Allora come si spiega questo latente stato di ansia che ci sta prendendo?
Allo stato tutti noi siamo infatti convinti che la guerra non arriverà nel nostro paese. La consideriamo un’ipotesi fantascientifica in quanto nella realtà non l’abbiamo mai vista. Certo la visione dei palazzi sfregiati dall’artiglieria ci colpisce, ma, forse non si tratta soltanto di un moto di umana condivisione. Forse nutriamo un sentimento diverso, come quello dell’uomo che – come racconta Lucrezio – si doleva nel vedere dalla riva di un fiume una persona affogare soltanto perché si immedesimava nella situazione; quindi, si preoccupava e rattristava soltanto per sé stesso!
Ma se pure non avvertiamo il rischio di una guerra dentro casa nostra, tuttavia sappiamo che la guerra moderna è ben diversa da quella del passato; si combatte con armi diverse su obbiettivi distruttivi diversi, spesso più cruciali di quelli conseguiti con le bombe, anche atomiche, biologiche o chimiche. E ‘un’altra conseguenza del villaggio globale del quale noi siamo stati artefici e ora possiamo diventare vittime. Oggi le strategie di Carl Von Clausewitz valgono poco. Altri sono gli ordigni che possono colpirci senza trovarci sulla linea del fuoco.
La guerra commerciale e quella finanziaria costituiscono infatti un forte strumento di difesa o attacco, comunque un deterrente costoso per tutti, che si affianca a quella tradizionale, fisica e cruenta.
Questo stato di ansia ci sta prendendo a poco a poco proprio perché nella gerarchia dei nostri interessi noi – lontani dalla linea del fuoco – vediamo al primo posto la rinuncia al nostro stile di vita, messo in pericolo dal congelamento del villaggio globale. L’economia mondiale è infatti concepita come un intreccio di interconnessioni sensibili a qualsiasi turbativa esterna. E la guerra costituisce certamente la più funesta delle turbative.

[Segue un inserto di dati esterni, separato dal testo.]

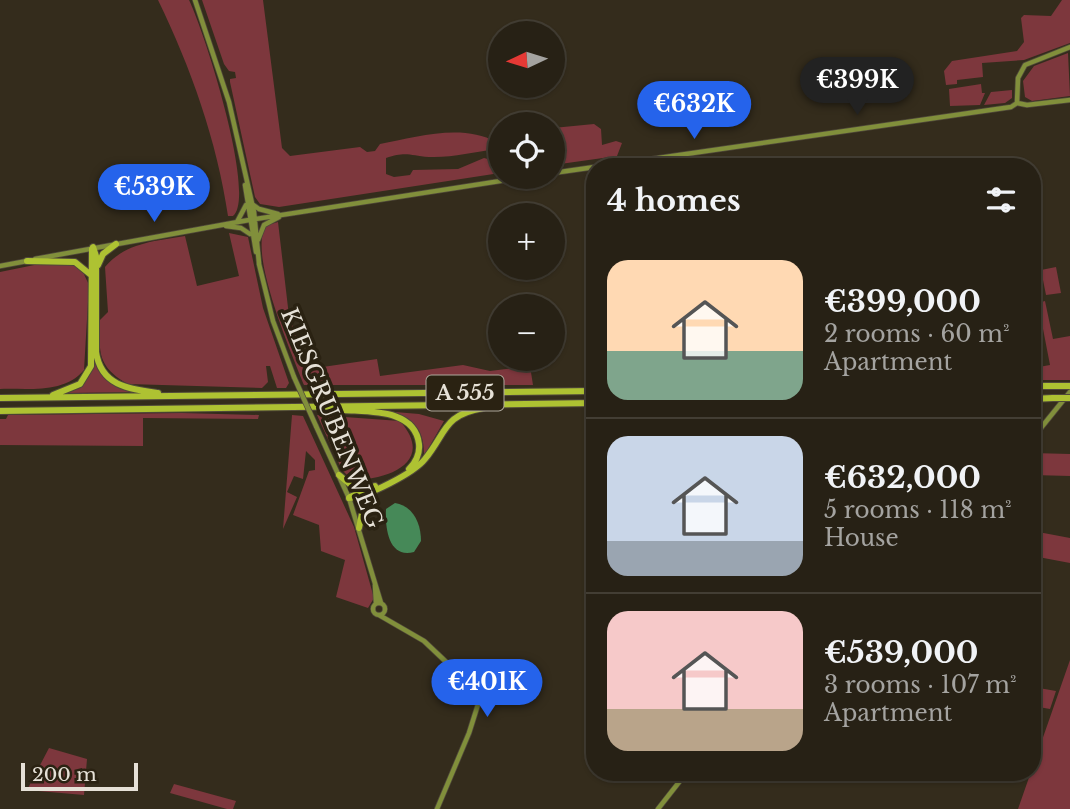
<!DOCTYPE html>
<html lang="en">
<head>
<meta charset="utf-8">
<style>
	body { margin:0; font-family:"Libre Baskerville",serif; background:#2f291e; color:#f1f3f6; height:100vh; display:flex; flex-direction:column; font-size:26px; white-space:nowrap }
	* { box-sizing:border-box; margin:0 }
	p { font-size:23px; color:#a4a3a0 }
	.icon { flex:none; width:38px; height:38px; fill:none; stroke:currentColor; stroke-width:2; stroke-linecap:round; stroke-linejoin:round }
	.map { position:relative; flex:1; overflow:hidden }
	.details { position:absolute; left:586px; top:158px; width:455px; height:623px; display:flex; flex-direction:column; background:#272115; border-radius:28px; box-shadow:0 2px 5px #0004,0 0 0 2px #433e34 }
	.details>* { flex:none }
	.needle { width:46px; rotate:266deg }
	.controls { position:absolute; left:488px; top:21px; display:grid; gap:14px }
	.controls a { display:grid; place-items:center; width:77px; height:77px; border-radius:50%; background:#272115; box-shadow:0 2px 5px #0004,0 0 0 2px #433e34; font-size:35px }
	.scale { position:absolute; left:21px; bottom:18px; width:117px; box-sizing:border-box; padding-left:7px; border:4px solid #e6e1d7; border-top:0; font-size:19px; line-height:24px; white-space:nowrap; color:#e6e1d7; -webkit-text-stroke:5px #2a2212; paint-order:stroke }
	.price { position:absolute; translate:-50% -60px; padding:0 16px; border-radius:24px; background:#2563eb; color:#fff; font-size:23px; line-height:46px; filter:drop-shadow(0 2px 4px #0008) }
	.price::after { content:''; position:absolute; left:50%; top:42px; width:21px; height:16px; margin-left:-10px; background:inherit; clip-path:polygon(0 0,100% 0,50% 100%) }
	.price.on { background:#222; color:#fff }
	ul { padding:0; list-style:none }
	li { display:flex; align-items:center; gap:21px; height:175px; padding:0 21px }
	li+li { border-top:2px solid #433e34 }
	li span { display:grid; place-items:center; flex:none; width:196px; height:140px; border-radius:21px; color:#555 }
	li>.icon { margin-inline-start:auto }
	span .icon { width:84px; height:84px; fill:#fffc; stroke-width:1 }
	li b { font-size:30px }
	h2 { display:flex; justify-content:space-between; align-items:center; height:84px; padding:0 21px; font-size:30px }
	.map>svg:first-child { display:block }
	.green { fill:#7d373d }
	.water { fill:#468958 }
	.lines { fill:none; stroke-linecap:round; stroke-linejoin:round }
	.secondary-casing { stroke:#50493a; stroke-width:6 }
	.highway-casing { stroke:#50493a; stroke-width:8 }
	.secondary { stroke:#818f3b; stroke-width:4.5 }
	.highway { stroke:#aec232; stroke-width:6 }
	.secondary-bridge-casing { stroke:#50493a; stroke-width:6; stroke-linecap:butt }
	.highway-bridge-casing { stroke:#50493a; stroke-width:8; stroke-linecap:butt }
	.secondary-bridge { stroke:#818f3b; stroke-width:4.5 }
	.highway-bridge { stroke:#aec232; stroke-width:6 }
	.labels { text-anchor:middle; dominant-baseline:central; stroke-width:7; stroke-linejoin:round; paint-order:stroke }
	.shield { fill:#2a2212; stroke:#aea89c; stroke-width:2 }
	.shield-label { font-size:21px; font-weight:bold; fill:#e6e1d7 }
	.street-label { font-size:23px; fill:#e6e1d7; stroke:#2a2212 }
</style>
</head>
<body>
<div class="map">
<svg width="1070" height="809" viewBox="0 0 1070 809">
	<rect width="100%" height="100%" fill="#342c1c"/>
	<!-- green -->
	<path class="green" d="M158 0H189C204 30 257 196 233 216H228C217 141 191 68 158 0Z
		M202 0H263L282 148 290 156 360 147 367 152 375 151 380 144C415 137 463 123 496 142V149C474 152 451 158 429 157 410 156 407 151 386 158V174L394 177 410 175 413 170 458 169 484 158 500 162V173L279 207 260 204 255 197 230 82V79L236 78 235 72 229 71 224 64Z
		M1062 0H1070V43L1024 60 982 63 983 77 957 80V84L946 85 944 71 952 61 1017 51 1024 42 1021 18 1024 15 1051 16Z
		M1068 53 1070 96 1032 101 1025 97 1023 81 1034 66Z
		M981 84 982 93H985L980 105 950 106 949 89Z
		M1012 90V98L1005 103 984 105 991 92Z
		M594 124 601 129 602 145 616 141 622 143 617 156 553 165V128Z
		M278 222 289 316 309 369 377 359 380 376 463 365 490 371 530 366 533 385H304C294 359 244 245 268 225Z
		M229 233 248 237 263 308 289 383 286 388H277L270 366H266L268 382 262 388 128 384C97 367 99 352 100 320L108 312 105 267C125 243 155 241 185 236L197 286 239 276Z
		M49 262 73 263 82 270 89 285 84 370C64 394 29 388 0 389V272Z
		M1056 267 1061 293 1046 295 1041 270Z
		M1045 301 1053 339 1070 336V380H1033V368L1050 365 1038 303Z
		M95 355 103 375 141 392 66 393 88 378Z
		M395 412 419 414 444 421 424 456C424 431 417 423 395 412Z
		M182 413 259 415 258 419 143 418V446L0 445V419H6L8 415Z
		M292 415 303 416 354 527 374 598 368 608 336 597 345 560 321 551 319 525 293 515 309 471 315 470V460L306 451 303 479 294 476 287 492 297 497 283 529Z
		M317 415 400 421C436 462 388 480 352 480L342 470Z
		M1032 453 1070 454V476L1033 475Z
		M1033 531 1070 538V563L1033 556Z
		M1070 660V809H1018Z
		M1033 687 1056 691 1050 709 1033 706Z
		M49 748 87 759 84 795 27 790Z
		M174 784 236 801 233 809H227L170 793Z"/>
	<!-- water -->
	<path class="water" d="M395 503C413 506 421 523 421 541L414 552C388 559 385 527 386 509Z"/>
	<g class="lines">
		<defs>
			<path id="secondary" d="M195 0 229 102 254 212 259 263
				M1017 103 1018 78 1025 65 1070 47
				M641 162 651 166
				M603 166 1011 107 1017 103 1027 105 1070 100
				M553 173 595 167
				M245 185 256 252
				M252 204 259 209 278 214
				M237 222 246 205
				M226 226 241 228 250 234
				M258 240 264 225 279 217
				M35 259 249 220 526 177
				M259 264 273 321 294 377
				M0 266 27 261
				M316 426 349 498 381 603
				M1032 439 1070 392
				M375 585 376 603
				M373 609a6 6 0 1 1 12 0a6 6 0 1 1-12 0Z
				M379 615 424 641 481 695 469 733 437 809
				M658 809 687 772"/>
			<path id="highway" d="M93 247 96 256V352C101 386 129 389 158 393
				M27 261 75 262 91 275
				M98 265 103 254 116 244
				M1032 386H1070
				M53 395 80 384 91 366 92 249
				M0 398 595 391
				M1032 399 1053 398
				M344 410C370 412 415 409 419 444 420 454 416 462 409 469
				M0 411 595 403
				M339 475 352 486 363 489
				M350 497 375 486
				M349 498C367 497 414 473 425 459 447 432 443 415 483 408
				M359 528 366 494"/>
		</defs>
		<!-- secondary casing -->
		<use href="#secondary" class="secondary-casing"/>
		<!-- highway casing -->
		<use href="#highway" class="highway-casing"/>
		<!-- secondary -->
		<use href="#secondary" class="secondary"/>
		<!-- highway -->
		<use href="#highway" class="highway"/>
		<defs>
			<path id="secondary-bridge" d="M294 377 316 426"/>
			<path id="highway-bridge" d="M1053 398H1070"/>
		</defs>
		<!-- secondary-bridge casing -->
		<use href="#secondary-bridge" class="secondary-bridge-casing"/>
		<!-- highway-bridge casing -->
		<use href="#highway-bridge" class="highway-bridge-casing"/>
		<!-- secondary-bridge -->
		<use href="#secondary-bridge" class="secondary-bridge"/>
		<!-- highway-bridge -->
		<use href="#highway-bridge" class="highway-bridge"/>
	</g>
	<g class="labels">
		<!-- shield labels -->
		<rect class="shield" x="426.5" y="375.5" width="77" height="35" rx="5"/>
		<g class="shield-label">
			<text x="465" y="393">A 555</text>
		</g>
		<!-- street labels -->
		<g class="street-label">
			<text transform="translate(332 418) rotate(68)">KIESGRUBENWEG</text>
		</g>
	</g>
</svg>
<div class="controls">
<a><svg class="needle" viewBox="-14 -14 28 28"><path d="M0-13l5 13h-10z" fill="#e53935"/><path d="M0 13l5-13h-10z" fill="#a4a3a0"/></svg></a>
<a><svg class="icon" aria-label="locate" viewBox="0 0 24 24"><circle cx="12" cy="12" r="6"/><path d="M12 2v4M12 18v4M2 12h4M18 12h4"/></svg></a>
<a>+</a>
<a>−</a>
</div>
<div class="scale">200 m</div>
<b class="price on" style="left:857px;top:117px">€399K</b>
<b class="price" style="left:694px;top:141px">€632K</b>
<b class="price" style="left:154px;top:224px">€539K</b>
<b class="price" style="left:487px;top:719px">€401K</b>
<section class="details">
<h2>4 homes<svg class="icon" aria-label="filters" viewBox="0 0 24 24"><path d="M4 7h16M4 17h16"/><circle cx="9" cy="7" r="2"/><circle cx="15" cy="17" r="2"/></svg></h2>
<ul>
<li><span style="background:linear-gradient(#ffd9b3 65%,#7fa58c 0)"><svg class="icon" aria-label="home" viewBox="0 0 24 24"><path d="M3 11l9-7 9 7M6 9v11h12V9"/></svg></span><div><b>€399,000</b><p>2 rooms · 60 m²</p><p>Apartment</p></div></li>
<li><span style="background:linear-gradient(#c9d6e8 75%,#9aa5b1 0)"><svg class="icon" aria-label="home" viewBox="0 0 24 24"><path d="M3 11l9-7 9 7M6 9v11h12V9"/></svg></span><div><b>€632,000</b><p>5 rooms · 118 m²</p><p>House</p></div></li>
<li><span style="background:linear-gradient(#f6c9c9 70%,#b9a48a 0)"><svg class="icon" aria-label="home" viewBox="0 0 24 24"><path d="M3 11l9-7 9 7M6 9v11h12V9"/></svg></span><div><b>€539,000</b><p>3 rooms · 107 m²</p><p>Apartment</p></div></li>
</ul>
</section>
</div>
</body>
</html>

Le borse crollano e di conseguenza i nostri risparmi si dimezzano; il gas, già a livelli di prezzo elevatissimi, rischia di essere razionato così come la benzina ed altri beni di minore necessità ma ormai comunemente considerati primari spariscono dai negozi. Qualcuno di noi, con maggiore memoria, già pensa ai succedanei disponibili, quali la carbonella per cucinare piuttosto che lo scaldino per scaldarsi o il calesse per gli spostamenti.
La prudente risposta con la quale i governi stanno reagendo allo stato di guerra probabilmente non dipende soltanto dalla virtuosa volontà di evitare un disastroso conflitto. Ma, come è giusto e condivisibile, anche dall’intento di tenersi indenni, o quanto meno minimizzare gli effetti del conflitto sulle loro economie. In questo senso vanno lette e giudicate le sanzioni fin qui decretate che riguardano persone fisiche piuttosto che i Paesi.
Del resto, probabilmente nel realizzare la c.d. globalizzazione, per effetto della quale tutti i Paesi sono interconnessi e nessuno è più “autonomo”, abbiamo peccato di superbia o comunque abbiamo sottovalutato il lato oscuro della natura umana. Diplomazia, concordia e conseguentemente PACE sono le uniche opzioni possibili per il mondo globalizzato.
A questo punto ci resta soltanto di augurarci che il conflitto venga riassorbito e ricondotto in un dialogo che produca, se non una pacificazione integrale, quanto meno una convivenza civile e, soprattutto, disarmata.
Non condivido invece il pensiero di quelli che vanno blaterando: “per certa gente ci vorrebbe ogni vent’anni una bella (!) guerra. Allora forse capirebbe sulla sua pelle – anche considerando le disfunzioni del sistema – quanto sia apprezzabile ed autentica la libertà della quale noi godiamo nel nostro paese. Lo dicono soltanto perché, io credo, una guerra in vita loro non l’hanno mia vista e quindi sofferta.
A loro dico: comunque ed in ogni caso scelgo la Pace!